Starting at the first line of the data, print each line verbatim up to and including the line bearing "font-size:22px; color:#f9f5e6; font-weight:700", omitting pictures.

(Collected data)
╭──

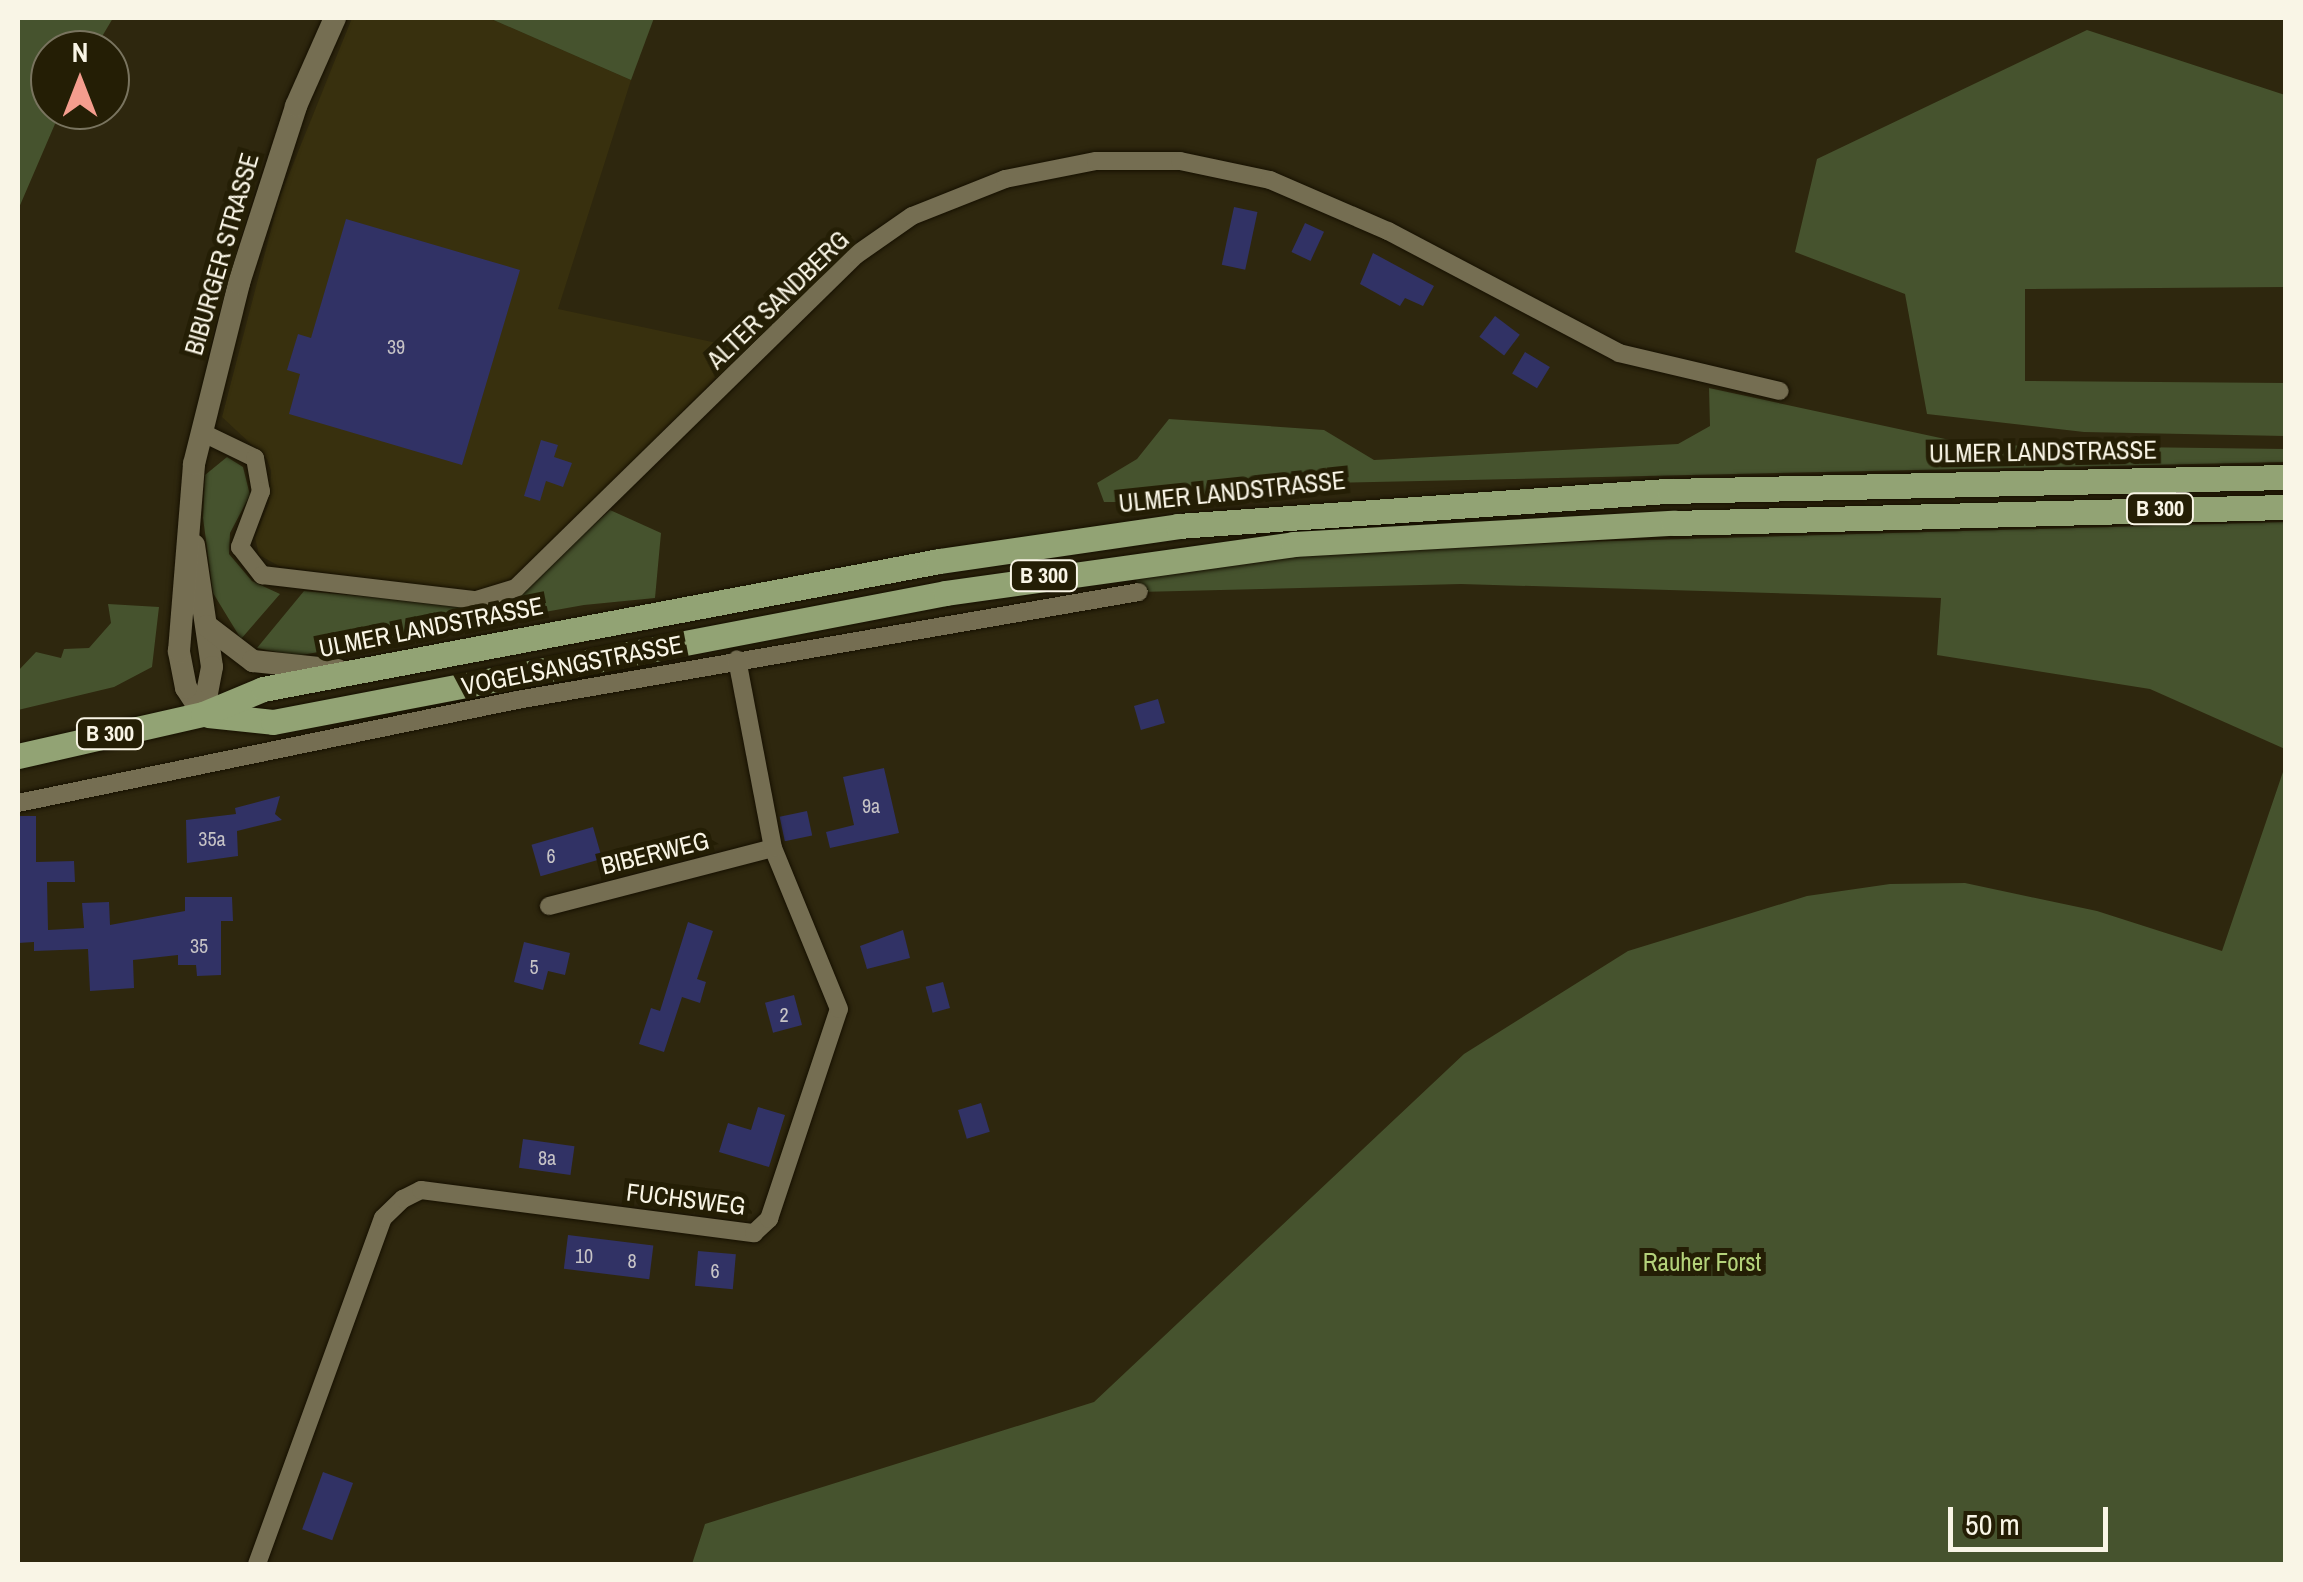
<!DOCTYPE html>
<html>
<head>
<meta charset="utf-8">
<style>
	body { margin:0 }
	#map { position:relative; width:2303px; height:1582px; overflow:hidden; background:#2e270e; font-family:"Archivo Narrow",sans-serif }
	div>[style] { position:absolute }
	[style*='--x'] { left:calc(var(--x)*1px); top:calc(var(--y)*1px); width:calc(var(--w)*1px); rotate:calc(var(--a)*1deg) }
	.built>* { inset:0; background:#38300e }
	.green>* { inset:0; background:#46532e }
	.building>* { inset:0; background:#313265; transform-origin:0 0 }
	.roads { filter:drop-shadow(0 0 2px #161000) drop-shadow(0 0 2px #161000) }
	.minor>* { height:18px; margin:-9px; padding:0 9px; transform-origin:9px; border-radius:9px; background:#756e52 }
	.tertiary>* { height:22px; margin:-11px; padding:0 11px; transform-origin:11px; border-radius:11px; background:#756e52 }
	.primary>* { height:25px; margin:-12.5px; padding:0 12.5px; transform-origin:12.5px; border-radius:12.5px; background:#92a374 }
	span { translate:-50% -50%; white-space:nowrap; text-align:center; line-height:1.15; -webkit-text-stroke:10px #241e05; paint-order:stroke }
	.number-label { font-size:20px; color:#c7c4c6 }
	.number-label span { -webkit-text-stroke-width:0 }
	.shield-label span { padding:2px 8px; background:#241e05; border:2px solid; border-radius:8px; -webkit-text-stroke-width:0 }
	.shield-label { font-size:22px; color:#f9f5e6; font-weight:700 }
	.street-label { font-size:25px; color:#f9f5e6 }
	.park-label { font-size:25px; color:#b4d27a }
	.frame { position:absolute; inset:0; border:20px solid #f9f5e6; pointer-events:none }
	.north { position:absolute; left:30px; top:30px; width:100px; height:100px; box-sizing:border-box; background:#241e05; border:2px solid #79745f; border-radius:50%; rotate:0deg; font-size:28px; font-weight:700; line-height:40px; text-align:center; color:#f9f5e6 }
	.north::after { content:''; display:block; margin:auto; width:35px; height:45px; background:#f59d8e; clip-path:polygon(50% 0,100% 100%,50% 72%,0 100%) }
	.scale { position:absolute; left:1948px; top:1507px; width:160px; height:45px; box-sizing:border-box; border:5px solid #f9f5e6; border-top:0; padding-left:12px; font-size:30px; line-height:35px; white-space:nowrap; color:#f9f5e6; -webkit-text-stroke:8px #241e05; paint-order:stroke }
</style>
</head>
<body>
<div id="map">
	<div class="built">
		<div style="clip-path:polygon(352px 18px,489px 18px,631px 80px,558px 309px,745px 349px,517px 577px,492px 590px,468px 593px,279px 566px,259px 555px,255px 538px,269px 503px,271px 471px,267px 459px,222px 417px,279px 199px)"></div>
	</div>
	<div class="green">
		<div style="clip-path:polygon(18px 18px,113px 18px,94px 50px,50px 50px,50px 110px,61px 110px,18px 210px)"></div>
		<div style="clip-path:polygon(489px 18px,654px 18px,631px 80px)"></div>
		<div style="clip-path:polygon(2087px 30px,2285px 95px,2285px 287px,2025px 289px,2025px 381px,2285px 383px,2285px 436px,2084px 432px,1927px 414px,1905px 294px,1795px 252px,1817px 159px)"></div>
		<div style="clip-path:polygon(1709px 388px,1973px 445px,2285px 449px,2285px 462px,1327px 483px,1138px 502px,1104px 502px,1097px 483px,1137px 459px,1169px 419px,1324px 430px,1374px 460px,1678px 444px,1710px 426px)"></div>
		<div style="clip-path:polygon(227px 457px,243px 467px,250px 495px,230px 533px,229px 554px,252px 581px,280px 594px,241px 639px,213px 593px,203px 518px,205px 475px)"></div>
		<div style="clip-path:polygon(610px 510px,661px 533px,655px 598px,584px 605px,296px 656px,257px 648px,304px 591px,464px 605px,512px 599px)"></div>
		<div style="clip-path:polygon(2285px 522px,2285px 749px,2150px 689px,1937px 655px,1941px 598px,1461px 584px,1139px 592px,1135px 575px,1323px 554px,1576px 542px)"></div>
		<div style="clip-path:polygon(108px 604px,159px 607px,152px 667px,114px 687px,18px 710px,18px 671px,36px 652px,61px 658px,64px 649px,89px 648px,111px 623px)"></div>
		<div style="clip-path:polygon(2285px 766px,2285px 1564px,692px 1564px,705px 1524px,1094px 1402px,1464px 1054px,1628px 951px,1807px 896px,1890px 884px,1965px 883px,2097px 911px,2222px 951px)"></div>
	</div>
	<div class="building">
		<div style="left:1234px;top:207px;width:24px;height:59px;rotate:12deg"></div>
		<div style="clip-path:polygon(346px 219px,520px 270px,462px 465px,289px 414px,300px 374px,287px 370px,298px 334px,311px 338px)"></div>
		<div style="left:1305px;top:223px;width:21px;height:32px;rotate:25deg"></div>
		<div style="clip-path:polygon(1373px 253px,1434px 286px,1423px 306px,1405px 298px,1400px 306px,1360px 284px)"></div>
		<div style="left:1495px;top:316px;width:31px;height:26px;rotate:37deg"></div>
		<div style="left:1525px;top:352px;width:29px;height:25px;rotate:31deg"></div>
		<div style="clip-path:polygon(541px 440px,558px 445px,554px 457px,572px 463px,563px 487px,546px 481px,540px 501px,524px 496px)"></div>
		<div style="left:1158px;top:699px;width:25px;height:25px;rotate:74deg"></div>
		<div style="clip-path:polygon(884px 768px,899px 833px,830px 848px,826px 832px,854px 825px,843px 777px)"></div>
		<div style="clip-path:polygon(280px 796px,275px 814px,282px 820px,237px 831px,238px 856px,187px 863px,186px 820px,236px 814px,235px 808px)"></div>
		<div style="left:807px;top:811px;width:25px;height:28px;rotate:78deg"></div>
		<div style="clip-path:polygon(18px 816px,36px 816px,36px 862px,74px 861px,75px 882px,47px 882px,48px 930px,84px 928px,82px 903px,109px 902px,110px 925px,185px 911px,185px 897px,232px 897px,233px 921px,221px 921px,221px 975px,197px 976px,196px 965px,178px 965px,178px 955px,133px 960px,134px 988px,90px 991px,88px 949px,34px 951px,34px 942px,18px 943px)"></div>
		<div style="left:593px;top:827px;width:33px;height:64px;rotate:74deg"></div>
		<div style="clip-path:polygon(688px 922px,713px 931px,697px 979px,706px 982px,700px 1003px,682px 997px,664px 1052px,639px 1044px,651px 1008px,660px 1011px)"></div>
		<div style="clip-path:polygon(903px 930px,910px 958px,867px 969px,860px 946px)"></div>
		<div style="clip-path:polygon(524px 942px,570px 953px,565px 975px,548px 971px,543px 990px,514px 982px)"></div>
		<div style="left:943px;top:982px;width:27px;height:18px;rotate:75deg"></div>
		<div style="left:794px;top:995px;width:31px;height:30px;rotate:75deg"></div>
		<div style="left:981px;top:1103px;width:30px;height:24px;rotate:73deg"></div>
		<div style="clip-path:polygon(758px 1107px,785px 1115px,769px 1167px,719px 1152px,728px 1123px,751px 1130px)"></div>
		<div style="left:523px;top:1139px;width:52px;height:29px;rotate:8deg"></div>
		<div style="left:568px;top:1235px;width:86px;height:34px;rotate:7deg"></div>
		<div style="left:698px;top:1251px;width:38px;height:35px;rotate:5deg"></div>
		<div style="left:323px;top:1472px;width:32px;height:61px;rotate:20deg"></div>
	</div>
	<div class="roads">
		<div class="minor">
			<div style="--x:201;--y:432;--w:60;--a:25.7"></div>
			<div style="--x:255;--y:458;--w:34;--a:80"></div>
			<div style="--x:261;--y:491;--w:60;--a:110.6"></div>
			<div style="--x:240;--y:547;--w:36;--a:52"></div>
			<div style="--x:262;--y:575;--w:215;--a:6.7"></div>
			<div style="--x:476;--y:600;--w:42;--a:-16.7"></div>
			<div style="--x:516;--y:588;--w:476;--a:-44.4"></div>
			<div style="--x:856;--y:255;--w:68;--a:-34.9"></div>
			<div style="--x:912;--y:216;--w:100;--a:-21.7"></div>
			<div style="--x:1005;--y:179;--w:93;--a:-11.2"></div>
			<div style="--x:1096;--y:161;--w:84;--a:0"></div>
			<div style="--x:1180;--y:161;--w:92;--a:11.9"></div>
			<div style="--x:1270;--y:180;--w:129;--a:23.4"></div>
			<div style="--x:1388;--y:231;--w:261;--a:27.8"></div>
			<div style="--x:1619;--y:353;--w:165;--a:13.3"></div>
			<div style="--x:18;--y:803;--w:510;--a:-11.66"></div>
			<div style="--x:517;--y:700;--w:631;--a:-9.85"></div>
			<div style="--x:549;--y:906;--w:231;--a:-14.5"></div>
			<div style="--x:257;--y:1564;--w:368;--a:-70"></div>
			<div style="--x:383;--y:1218;--w:28;--a:-44"></div>
			<div style="--x:403;--y:1199;--w:20;--a:-27"></div>
			<div style="--x:421;--y:1190;--w:336;--a:7.4"></div>
			<div style="--x:754;--y:1233;--w:21;--a:-43"></div>
			<div style="--x:769;--y:1219;--w:221;--a:-71.6"></div>
			<div style="--x:839;--y:1009;--w:174;--a:-112.3"></div>
			<div style="--x:773;--y:848;--w:192;--a:-100.8"></div>
		</div>
		<div class="tertiary">
			<div style="--x:194;--y:545;--w:123;--a:81.6"></div>
			<div style="--x:212;--y:667;--w:48;--a:100.8"></div>
			<div style="--x:207;--y:626;--w:58;--a:37.3"></div>
			<div style="--x:253;--y:661;--w:85;--a:6"></div>
			<div style="--x:203;--y:714;--w:31;--a:-123"></div>
			<div style="--x:186;--y:688;--w:38;--a:-101"></div>
			<div style="--x:179;--y:651;--w:188;--a:-85.4"></div>
			<div style="--x:194;--y:464;--w:187;--a:-76"></div>
			<div style="--x:239;--y:283;--w:186;--a:-72.1"></div>
			<div style="--x:296;--y:106;--w:96;--a:-66.1"></div>
		</div>
		<div class="primary">
			<div style="--x:208;--y:715;--w:65;--a:6.1"></div>
			<div style="--x:273;--y:722;--w:685;--a:-10.85"></div>
			<div style="--x:946;--y:593;--w:350;--a:-8"></div>
			<div style="--x:1293;--y:544;--w:381;--a:-3.2"></div>
			<div style="--x:1673;--y:523;--w:613;--a:-1.5"></div>
			<div style="--x:18;--y:756;--w:190;--a:-12.8"></div>
			<div style="--x:203;--y:714;--w:65;--a:-22.6"></div>
			<div style="--x:263;--y:689;--w:688;--a:-10.72"></div>
			<div style="--x:939;--y:561;--w:242;--a:-8.3"></div>
			<div style="--x:1178;--y:526;--w:492;--a:-4.1"></div>
			<div style="--x:1669;--y:491;--w:617;--a:-1.3"></div>
		</div>
	</div>
	<div class="number-label">
		<span style="left:396px;top:346px">39</span>
		<span style="left:871px;top:805px">9a</span>
		<span style="left:212px;top:838px">35a</span>
		<span style="left:551px;top:855px">6</span>
		<span style="left:199px;top:945px">35</span>
		<span style="left:534px;top:966px">5</span>
		<span style="left:784px;top:1014px">2</span>
		<span style="left:547px;top:1157px">8a</span>
		<span style="left:584px;top:1255px">10</span>
		<span style="left:632px;top:1260px">8</span>
		<span style="left:715px;top:1270px">6</span>
	</div>
	<div class="shield-label">
		<span style="left:2160px;top:509px">B 300</span>
		<span style="left:1044px;top:576px">B 300</span>
		<span style="left:110px;top:734px">B 300</span>
	</div>
	<div class="street-label">
		<span style="left:222px;top:254px;rotate:-74deg">BIBURGER STRASSE</span>
		<span style="left:778px;top:300px;rotate:-44deg">ALTER SANDBERG</span>
		<span style="left:2043px;top:452px;rotate:-1deg">ULMER LANDSTRASSE</span>
		<span style="left:1232px;top:492px;rotate:-6deg">ULMER LANDSTRASSE</span>
		<span style="left:431px;top:627px;rotate:-11deg">ULMER LANDSTRASSE</span>
		<span style="left:572px;top:665px;rotate:-11deg">VOGELSANGSTRASSE</span>
		<span style="left:655px;top:853px;rotate:-14deg">BIBERWEG</span>
		<span style="left:686px;top:1199px;rotate:7deg">FUCHSWEG</span>
	</div>
	<div class="park-label">
		<span style="left:1702px;top:1262px">Rauher Forst</span>
	</div>
	<div class="frame"></div>
	<div class="north">N</div>
	<div class="scale">50 m</div>
</div>
</body>
</html>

╰──

-- Solution for this problem --
<!DOCTYPE html>
<html>
<head>
<meta charset="utf-8">
<style>
	body { margin:0 }
	#map { position:relative; width:2303px; height:1582px; overflow:hidden; background:#2e270e; font-family:"Archivo Narrow",sans-serif }
	div>[style] { position:absolute }
	[style*='--x'] { left:calc(var(--x)*1px); top:calc(var(--y)*1px); width:calc(var(--w)*1px); rotate:calc(var(--a)*1deg) }
	.built>* { inset:0; background:#38300e }
	.green>* { inset:0; background:#46532e }
	.building>* { inset:0; background:#313265; transform-origin:0 0 }
	.roads { filter:drop-shadow(0 0 2px #161000) drop-shadow(0 0 2px #161000) }
	.minor>* { height:18px; margin:-9px; padding:0 9px; transform-origin:9px; border-radius:9px; background:#756e52 }
	.tertiary>* { height:22px; margin:-11px; padding:0 11px; transform-origin:11px; border-radius:11px; background:#756e52 }
	.primary>* { height:25px; margin:-12.5px; padding:0 12.5px; transform-origin:12.5px; border-radius:12.5px; background:#92a374 }
	span { translate:-50% -50%; white-space:nowrap; text-align:center; line-height:1.15; -webkit-text-stroke:10px #241e05; paint-order:stroke }
	.number-label { font-size:20px; color:#c7c4c6 }
	.number-label span { -webkit-text-stroke-width:0 }
	.shield-label span { padding:2px 8px; background:#241e05; border:2px solid; border-radius:8px; -webkit-text-stroke-width:0 }
	.shield-label { font-size:22px; color:#f9f5e6; font-weight:700 }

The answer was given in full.